Broad-spectrum UV protection is a must on any pair of goggles, protecting your eyes from the sun's damaging rays that reflect off the snow.
Although any pair of goggles physically prevents snow, ice and other debris from getting into your eyes, lenses' anti-fog and anti-glare features are key to maintaining your safety on the slopes. Clear vision helps you avoid other skiers and riders and successfully navigate obstacles, Kennedy said.
Expert skiers and riders - and product junkies - may rack up a variety of lenses for different on-mountain conditions. Some higher-end goggles already come complete with interchangeable lenses.

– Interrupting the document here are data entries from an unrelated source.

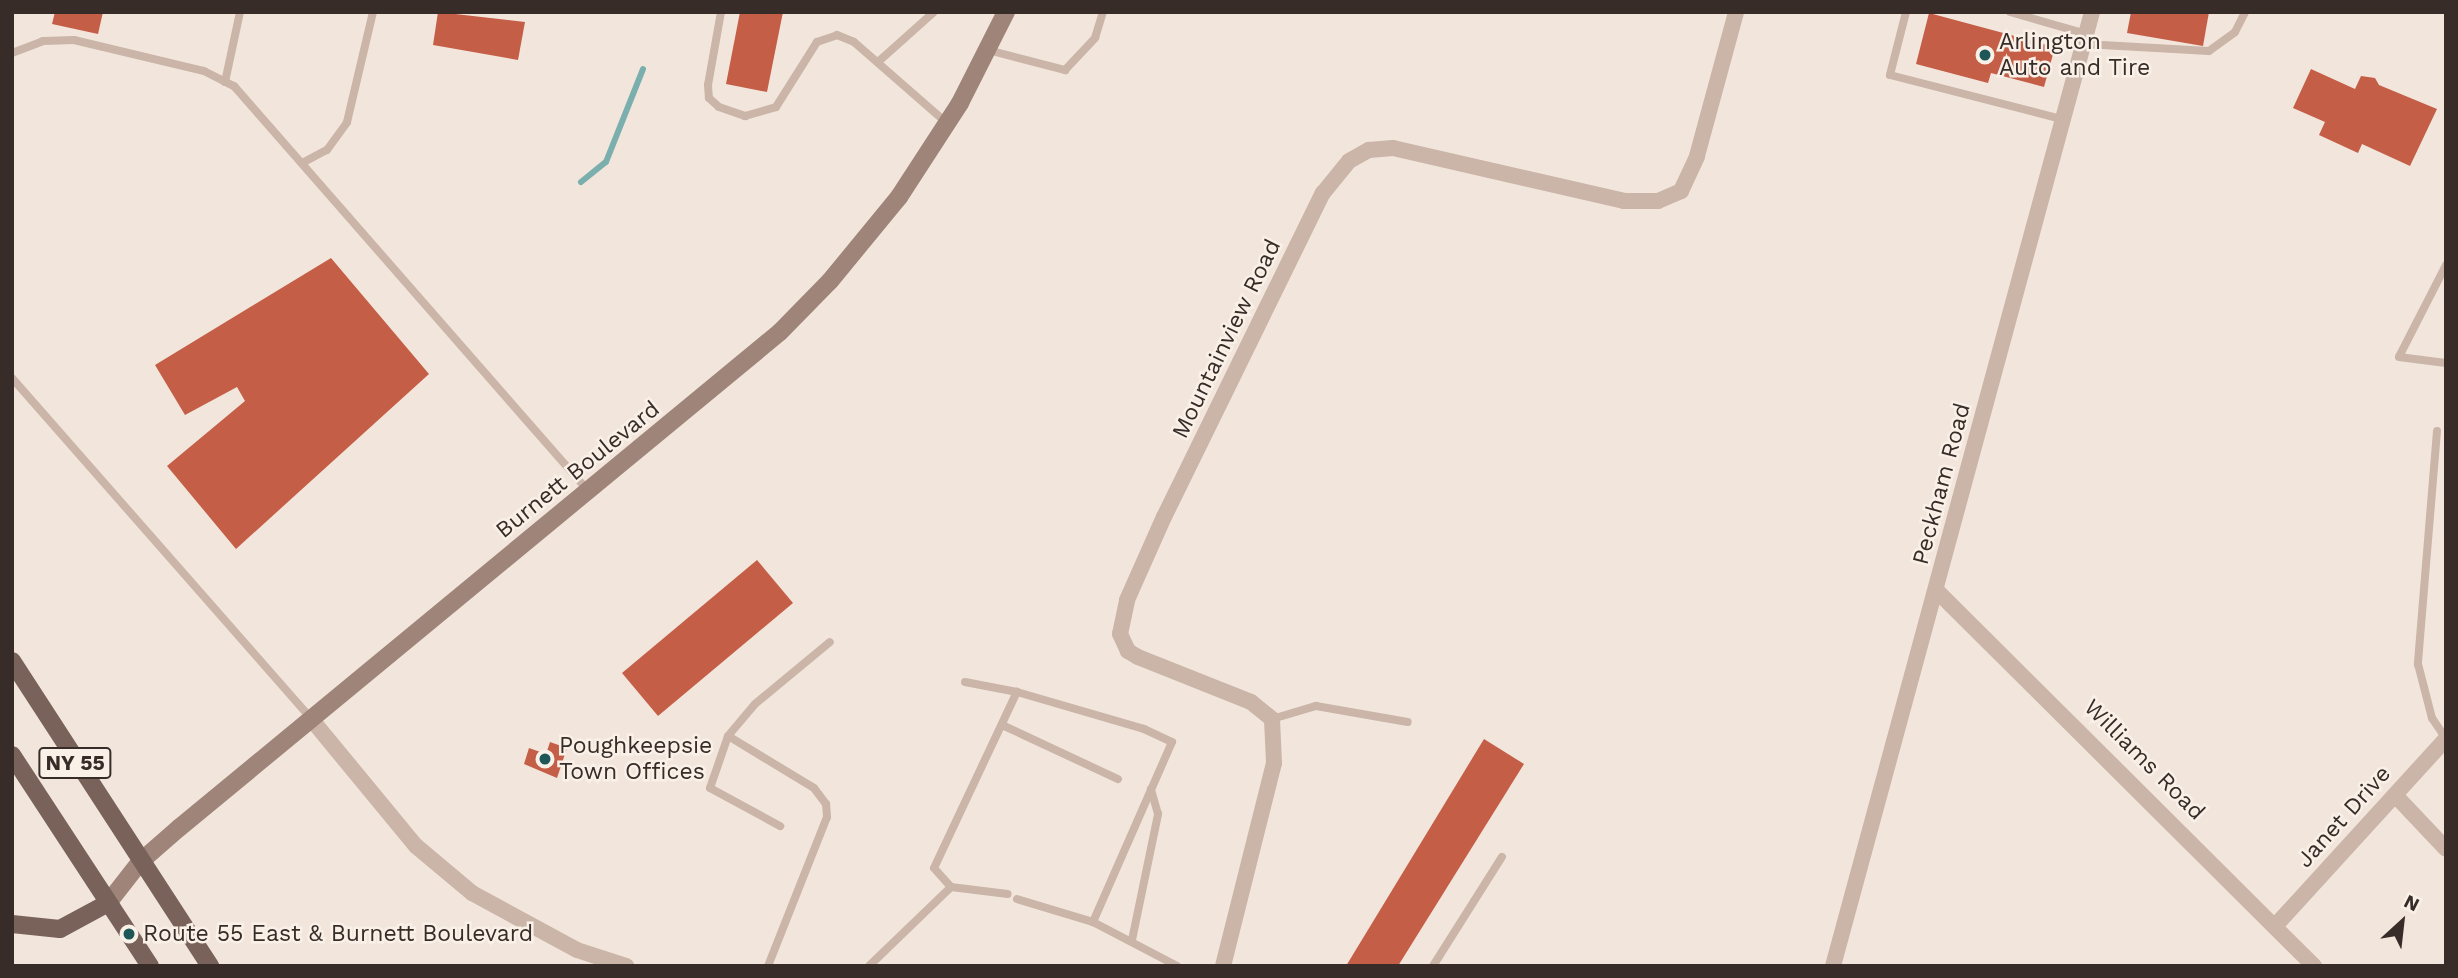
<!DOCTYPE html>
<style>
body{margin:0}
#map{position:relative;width:2458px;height:978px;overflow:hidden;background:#f2e6dc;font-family:"Work Sans",sans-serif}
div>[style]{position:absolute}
.stream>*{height:6px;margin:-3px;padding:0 3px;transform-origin:3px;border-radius:3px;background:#7bafae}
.building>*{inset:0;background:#c55e47}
.lane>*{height:8px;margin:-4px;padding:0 4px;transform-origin:4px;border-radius:4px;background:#cab5a8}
.street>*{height:16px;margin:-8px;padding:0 8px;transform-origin:8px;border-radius:8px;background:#cab5a8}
.secondary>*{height:18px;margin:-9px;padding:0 9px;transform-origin:9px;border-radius:9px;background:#9e8479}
.primary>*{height:18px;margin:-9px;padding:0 9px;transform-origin:9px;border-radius:9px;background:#786259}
.dots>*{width:19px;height:19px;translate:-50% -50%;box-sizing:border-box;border:4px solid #f9f0e8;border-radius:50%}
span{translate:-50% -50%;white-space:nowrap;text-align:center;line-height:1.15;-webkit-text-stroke:5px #f9f0e8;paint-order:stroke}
.shield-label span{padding:2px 5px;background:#f9f0e8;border:2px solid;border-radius:5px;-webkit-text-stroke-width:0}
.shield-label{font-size:21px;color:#372c28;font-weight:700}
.poi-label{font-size:23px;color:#372c28}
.left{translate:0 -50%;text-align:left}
.street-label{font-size:23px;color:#372c28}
.frame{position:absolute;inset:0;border:14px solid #372c28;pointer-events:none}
.north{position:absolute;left:2367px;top:887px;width:70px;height:70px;-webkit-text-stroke:5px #f9f0e8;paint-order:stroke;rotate:27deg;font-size:19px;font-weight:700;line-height:28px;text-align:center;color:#372c28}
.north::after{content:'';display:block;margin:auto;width:24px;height:32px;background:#372c28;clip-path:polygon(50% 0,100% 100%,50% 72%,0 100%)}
</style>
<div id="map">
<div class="stream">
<div style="left:581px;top:182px;width:32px;rotate:-39deg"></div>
<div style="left:606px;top:162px;width:100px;rotate:-68.3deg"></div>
</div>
<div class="building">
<div style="clip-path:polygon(55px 12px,103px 12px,98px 34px,52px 24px)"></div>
<div style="clip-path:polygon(438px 12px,525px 22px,518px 60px,433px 45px)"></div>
<div style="clip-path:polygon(740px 12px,783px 12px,767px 92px,726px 84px)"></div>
<div style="clip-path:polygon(2131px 12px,2209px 12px,2203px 46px,2127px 33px)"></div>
<div style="clip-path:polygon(1929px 13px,2055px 47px,2044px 87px,1991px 73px,1988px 83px,1916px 64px)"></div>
<div style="clip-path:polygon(2311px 69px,2355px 89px,2361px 76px,2375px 78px,2379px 85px,2437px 109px,2410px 166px,2362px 144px,2358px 153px,2319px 135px,2325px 122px,2293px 108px)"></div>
<div style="clip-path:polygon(331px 258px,429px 374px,236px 549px,167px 466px,245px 401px,237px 387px,185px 415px,155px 365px)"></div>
<div style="clip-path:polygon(757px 560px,793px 603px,658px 716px,622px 673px)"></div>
<div style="clip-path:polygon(1484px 739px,1524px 764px,1398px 966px,1346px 966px)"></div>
<div style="clip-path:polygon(550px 742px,567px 748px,557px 778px,524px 764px,529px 748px,546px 754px)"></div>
</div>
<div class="lane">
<div style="left:721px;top:12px;width:74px;rotate:100.1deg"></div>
<div style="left:708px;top:85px;width:13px;rotate:86deg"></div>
<div style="left:709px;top:98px;width:13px;rotate:42deg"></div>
<div style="left:719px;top:107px;width:28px;rotate:19deg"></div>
<div style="left:745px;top:116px;width:32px;rotate:-16deg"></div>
<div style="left:776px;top:107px;width:77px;rotate:-57.8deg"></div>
<div style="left:817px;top:42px;width:21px;rotate:-19deg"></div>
<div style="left:837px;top:35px;width:18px;rotate:22deg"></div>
<div style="left:854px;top:42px;width:125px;rotate:41.1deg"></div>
<div style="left:1906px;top:12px;width:65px;rotate:104.3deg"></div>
<div style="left:1890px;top:75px;width:181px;rotate:14.4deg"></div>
<div style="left:2010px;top:12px;width:79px;rotate:16.1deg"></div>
<div style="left:2084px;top:44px;width:125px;rotate:3.2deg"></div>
<div style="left:2209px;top:51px;width:32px;rotate:-36deg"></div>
<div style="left:2235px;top:32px;width:22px;rotate:-63deg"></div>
<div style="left:988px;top:50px;width:80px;rotate:14.6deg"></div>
<div style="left:1065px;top:70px;width:44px;rotate:-46.8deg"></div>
<div style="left:1095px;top:38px;width:27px;rotate:-73deg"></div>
<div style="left:12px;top:53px;width:33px;rotate:-21deg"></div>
<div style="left:43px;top:41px;width:31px;rotate:-2deg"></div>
<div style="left:74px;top:40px;width:134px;rotate:13.4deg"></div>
<div style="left:204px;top:71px;width:34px;rotate:27deg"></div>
<div style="left:234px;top:86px;width:539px;rotate:48.83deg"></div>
<div style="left:878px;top:62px;width:75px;rotate:-41.8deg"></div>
<div style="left:225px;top:82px;width:72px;rotate:-77.9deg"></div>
<div style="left:304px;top:162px;width:26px;rotate:-28deg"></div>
<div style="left:327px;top:150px;width:34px;rotate:-54deg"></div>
<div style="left:347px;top:122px;width:113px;rotate:-76.7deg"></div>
<div style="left:2446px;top:265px;width:103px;rotate:117.1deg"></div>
<div style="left:2399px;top:357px;width:47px;rotate:7.3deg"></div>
<div style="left:12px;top:378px;width:455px;rotate:48.7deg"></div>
<div style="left:2437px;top:431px;width:234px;rotate:94.7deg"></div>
<div style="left:2418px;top:664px;width:56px;rotate:75.5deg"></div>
<div style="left:2432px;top:718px;width:25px;rotate:56deg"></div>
<div style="left:965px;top:682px;width:53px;rotate:10.9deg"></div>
<div style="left:1272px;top:719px;width:46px;rotate:-16.5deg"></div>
<div style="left:1316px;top:706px;width:93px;rotate:9.9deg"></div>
<div style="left:1002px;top:725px;width:128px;rotate:25deg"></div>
<div style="left:728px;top:736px;width:55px;rotate:109.1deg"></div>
<div style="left:710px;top:788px;width:80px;rotate:28.5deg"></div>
<div style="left:951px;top:887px;width:57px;rotate:7deg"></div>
<div style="left:1017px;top:899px;width:79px;rotate:16.8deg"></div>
<div style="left:1132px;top:940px;width:129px;rotate:-78.3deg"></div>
<div style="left:1158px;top:814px;width:26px;rotate:-106deg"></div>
<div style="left:768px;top:966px;width:160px;rotate:-68.4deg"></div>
<div style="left:827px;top:817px;width:13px;rotate:-94deg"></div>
<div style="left:826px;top:804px;width:20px;rotate:-127deg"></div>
<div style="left:814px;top:788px;width:100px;rotate:-148.8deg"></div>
<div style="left:728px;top:736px;width:42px;rotate:-49.8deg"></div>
<div style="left:755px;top:704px;width:97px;rotate:-39.6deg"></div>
<div style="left:869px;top:966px;width:114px;rotate:-43.9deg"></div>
<div style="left:951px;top:887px;width:25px;rotate:-132deg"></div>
<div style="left:934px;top:868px;width:195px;rotate:-64.8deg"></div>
<div style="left:1017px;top:692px;width:132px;rotate:16.2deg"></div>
<div style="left:1144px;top:729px;width:31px;rotate:25deg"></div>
<div style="left:1172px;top:742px;width:197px;rotate:113.7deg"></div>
<div style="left:1093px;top:922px;width:95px;rotate:27.6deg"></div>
<div style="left:1433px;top:966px;width:129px;rotate:-57.7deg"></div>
</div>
<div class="street">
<div style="left:1937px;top:591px;width:532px;rotate:44.85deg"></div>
<div style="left:312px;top:720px;width:163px;rotate:50.5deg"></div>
<div style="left:416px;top:846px;width:73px;rotate:40deg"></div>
<div style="left:472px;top:893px;width:119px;rotate:28.5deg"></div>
<div style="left:577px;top:950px;width:52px;rotate:18.1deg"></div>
<div style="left:2395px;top:795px;width:74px;rotate:46.6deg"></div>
<div style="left:2276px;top:925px;width:252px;rotate:-47.6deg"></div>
<div style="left:1223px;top:966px;width:209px;rotate:-75.9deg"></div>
<div style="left:1274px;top:763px;width:44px;rotate:-92.6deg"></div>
<div style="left:1272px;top:719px;width:27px;rotate:-141deg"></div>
<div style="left:1251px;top:702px;width:122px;rotate:-158.3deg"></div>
<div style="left:1138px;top:657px;width:12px;rotate:-149deg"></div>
<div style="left:1128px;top:651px;width:19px;rotate:-115deg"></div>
<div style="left:1120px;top:634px;width:35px;rotate:-78deg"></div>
<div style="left:1127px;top:600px;width:91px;rotate:-66deg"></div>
<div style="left:1164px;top:517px;width:361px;rotate:-63.9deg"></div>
<div style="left:1323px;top:193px;width:41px;rotate:-50.9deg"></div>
<div style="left:1349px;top:161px;width:23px;rotate:-29deg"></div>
<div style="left:1369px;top:150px;width:24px;rotate:-5deg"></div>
<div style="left:1393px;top:148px;width:237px;rotate:12.9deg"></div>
<div style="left:1624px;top:201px;width:34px"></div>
<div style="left:1658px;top:201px;width:25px;rotate:-23deg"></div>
<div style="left:1681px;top:191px;width:38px;rotate:-65deg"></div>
<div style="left:1697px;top:156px;width:149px;rotate:-74.8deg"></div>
<div style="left:1833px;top:966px;width:989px;rotate:-74.81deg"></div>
</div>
<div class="secondary">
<div style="left:108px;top:903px;width:52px;rotate:-52deg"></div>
<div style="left:140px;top:862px;width:52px;rotate:-41.1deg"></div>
<div style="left:179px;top:828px;width:779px;rotate:-39.53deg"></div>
<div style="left:780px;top:332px;width:71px;rotate:-45.6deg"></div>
<div style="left:830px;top:281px;width:109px;rotate:-50.6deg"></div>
<div style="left:899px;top:197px;width:112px;rotate:-57deg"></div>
<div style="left:960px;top:103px;width:102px;rotate:-63.2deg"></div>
</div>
<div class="primary">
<div style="left:12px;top:661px;width:364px;rotate:57deg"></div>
<div style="left:12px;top:755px;width:252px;rotate:56.8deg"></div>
<div style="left:12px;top:924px;width:48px;rotate:5.9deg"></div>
<div style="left:60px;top:929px;width:55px;rotate:-28.4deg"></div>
</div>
<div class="dots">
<div style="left:1985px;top:55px;background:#1e5758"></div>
<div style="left:545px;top:759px;background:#1e5758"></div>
<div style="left:129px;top:934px;background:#1e5758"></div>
</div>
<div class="shield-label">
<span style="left:75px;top:763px">NY 55</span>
</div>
<div class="poi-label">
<span class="left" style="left:1999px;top:55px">Arlington<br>Auto and Tire</span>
<span class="left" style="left:559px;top:759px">Poughkeepsie<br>Town Offices</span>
<span class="left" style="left:143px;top:934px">Route 55 East &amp; Burnett Boulevard</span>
</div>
<div class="street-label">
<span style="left:1227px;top:339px;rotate:-64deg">Mountainview Road</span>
<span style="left:578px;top:470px;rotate:-39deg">Burnett Boulevard</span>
<span style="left:1942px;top:484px;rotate:-75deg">Peckham Road</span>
<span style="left:2144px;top:760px;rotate:45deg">Williams Road</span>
<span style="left:2344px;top:817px;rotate:-48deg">Janet Drive</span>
</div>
<div class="frame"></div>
<div class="north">N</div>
</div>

But the best lens for all conditions - all light, all weather - is one that is polarized, Kennedy said.
"A lot of people think it's just good for bright light, but in fact it gives increased contrast in all conditions," Kennedy said.
A polarized lens gives skiers and riders the high-definition vision they need to differentiate snow conditions and spot patches of ice before they hit, he said.
Helmets continue to grow in popularity on the slopes, and eyewear companies have followed suit throughout the years, Ski Haus' Marita Fiedler said.
Goggles manufacturers across the board are at or approaching 100 percent helmet-compatibility in their 2009 lines, Fiedler said.
The one major holdout? Over-the-glasses goggles still lag behind. Although their different fit accommodates prescription eyewear underneath, it makes it more challenging to fit a helmet around them, Fiedler said.
If helmets and goggles are not being purchased simultaneously, be sure to try them on together before you buy, especially if you're mixing brands, Fiedler said.